28. In realtà, il fatto che, all’epoca di pronuncia della sentenza dichiarativa della nullità del termine, non fosse stata ancora emanata la L. n. 183 del 2010 non costituisce un ostacolo all’interpretazione a cui si intende dare continuità posto che la stessa legge, all’art. 32, comma 7, ha sancito l’applicabilità delle disposizioni di cui ai precedenti commi 5 e 6 ai giudizi pendenti alla data della sua entrata in vigore. Con la conseguenza che, per effetto della fictio iuris in cui si sostanzia la retroattività, che comporta una dissociazione della realtà giuridica dal dato storico (cfr. Cass. n. 2871 del 1968; Cass. n. 1428 del 1966), la regola del risarcimento attraverso l’indennizzo forfettizzato e omnicomprensivo deve considerarsi come esistente già all’epoca di realizzazione del danno e maturazione del credito risarcitorio in capo al lavoratore coincidente con la scadenza del termine nullo, e tale da sostituirsi alle diverse disposizioni a quel tempo in vigore ed applicate dal giudice di primo grado.

29. La censura sollevata da Poste Italiane spa, quanto alla decorrenza di interessi e rivalutazione sull’indennizzo di cui alla L. n. 183 del 2010, art. 32 risulta quindi fondata e, nei limiti di essa, deve trovare accoglimento il settimo motivo di ricorso.

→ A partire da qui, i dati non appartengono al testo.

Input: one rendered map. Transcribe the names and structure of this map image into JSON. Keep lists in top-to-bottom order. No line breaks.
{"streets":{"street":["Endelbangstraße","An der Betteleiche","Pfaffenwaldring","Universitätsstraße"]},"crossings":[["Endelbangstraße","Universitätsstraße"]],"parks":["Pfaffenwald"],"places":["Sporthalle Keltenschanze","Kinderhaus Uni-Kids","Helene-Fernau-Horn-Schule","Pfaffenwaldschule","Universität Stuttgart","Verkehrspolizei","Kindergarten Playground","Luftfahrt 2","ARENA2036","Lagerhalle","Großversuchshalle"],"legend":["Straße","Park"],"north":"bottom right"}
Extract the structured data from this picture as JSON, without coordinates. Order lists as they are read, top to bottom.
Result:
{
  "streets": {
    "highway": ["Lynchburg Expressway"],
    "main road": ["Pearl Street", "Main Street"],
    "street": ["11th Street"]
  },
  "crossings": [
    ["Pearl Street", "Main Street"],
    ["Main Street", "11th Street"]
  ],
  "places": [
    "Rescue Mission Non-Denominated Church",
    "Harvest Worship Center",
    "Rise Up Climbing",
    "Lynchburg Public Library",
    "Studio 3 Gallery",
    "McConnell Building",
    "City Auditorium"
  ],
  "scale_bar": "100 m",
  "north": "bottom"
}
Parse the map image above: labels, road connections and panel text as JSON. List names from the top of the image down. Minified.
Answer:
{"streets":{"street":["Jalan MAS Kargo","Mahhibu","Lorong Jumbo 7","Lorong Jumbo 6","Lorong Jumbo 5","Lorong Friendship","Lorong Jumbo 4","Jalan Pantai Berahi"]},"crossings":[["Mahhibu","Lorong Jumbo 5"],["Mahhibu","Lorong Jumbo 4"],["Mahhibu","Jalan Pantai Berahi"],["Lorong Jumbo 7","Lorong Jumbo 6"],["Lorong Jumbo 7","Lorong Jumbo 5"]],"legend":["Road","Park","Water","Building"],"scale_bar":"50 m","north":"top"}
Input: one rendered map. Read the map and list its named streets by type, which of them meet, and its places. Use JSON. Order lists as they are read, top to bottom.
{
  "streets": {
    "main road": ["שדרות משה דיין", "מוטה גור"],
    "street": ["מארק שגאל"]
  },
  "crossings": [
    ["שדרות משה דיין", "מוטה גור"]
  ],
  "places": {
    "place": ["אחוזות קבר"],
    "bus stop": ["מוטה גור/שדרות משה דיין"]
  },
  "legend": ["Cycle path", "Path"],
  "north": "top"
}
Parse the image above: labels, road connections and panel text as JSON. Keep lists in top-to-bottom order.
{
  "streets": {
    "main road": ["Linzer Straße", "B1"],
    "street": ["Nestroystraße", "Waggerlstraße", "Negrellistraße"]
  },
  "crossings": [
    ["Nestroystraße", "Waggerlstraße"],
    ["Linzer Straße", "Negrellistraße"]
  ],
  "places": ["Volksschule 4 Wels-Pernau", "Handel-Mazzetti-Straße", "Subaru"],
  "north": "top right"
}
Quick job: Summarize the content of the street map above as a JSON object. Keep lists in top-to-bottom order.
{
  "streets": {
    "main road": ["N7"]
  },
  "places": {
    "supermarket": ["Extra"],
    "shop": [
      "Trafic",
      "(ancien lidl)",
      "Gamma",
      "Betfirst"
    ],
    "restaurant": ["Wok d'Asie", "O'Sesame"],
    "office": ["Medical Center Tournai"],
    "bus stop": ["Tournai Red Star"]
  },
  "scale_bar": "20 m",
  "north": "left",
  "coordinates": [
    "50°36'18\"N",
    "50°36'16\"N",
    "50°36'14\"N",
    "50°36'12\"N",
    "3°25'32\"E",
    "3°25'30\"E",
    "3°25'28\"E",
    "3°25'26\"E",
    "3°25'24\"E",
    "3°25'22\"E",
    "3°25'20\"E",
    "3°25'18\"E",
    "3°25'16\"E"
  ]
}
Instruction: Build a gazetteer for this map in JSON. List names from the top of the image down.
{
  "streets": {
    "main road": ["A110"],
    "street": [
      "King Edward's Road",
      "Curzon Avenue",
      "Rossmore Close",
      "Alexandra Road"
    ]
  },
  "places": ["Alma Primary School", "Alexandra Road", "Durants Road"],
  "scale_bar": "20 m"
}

30. In conclusione, respinti i primi sei motivi di ricorso integralmente e parzialmente il settimo, la sentenza d’appello deve essere cassata nei limiti dell’accoglimento del settimo motivo. Non essendo necessari ulteriori accertamenti di fatto, ai sensi dell’art. 384 c.p.c., comma 2, la causa può essere decisa nel merito dichiarando che la rivalutazione monetaria e gli interessi legali sono dovuti dal datore di lavoro, sull’indennità liquidata ai sensi della L. n. 183 del 2010, art. 32, comma 5, a far data dalla sentenza dichiarativa della nullità del termine coincidente, nel caso in esame, con la pronuncia di primo grado.

31. Il limitato parziale accoglimento del ricorso induce a compensare tra le parti le spese del presente giudizio di legittimità ed a tener ferma la statuizione sulle spese adottata dalla Corte di appello.

P.Q.M.

La Corte accoglie il settimo motivo di ricorso nei limiti di cui in motivazione, respinti i residui motivi, cassa la sentenza impugnata in relazione alla censura accolta e, decidendo nel merito, dichiara dovuti interessi legali e rivalutazione monetaria sull’indennità liquidata L. n. 183 del 2010, ex art. 32 dalla data della sentenza di primo grado.

Conferma le statuizioni sulle spese dei gradi di merito. Compensa le spese del giudizio di legittimità.

Così deciso in Roma, il 16 novembre 2017.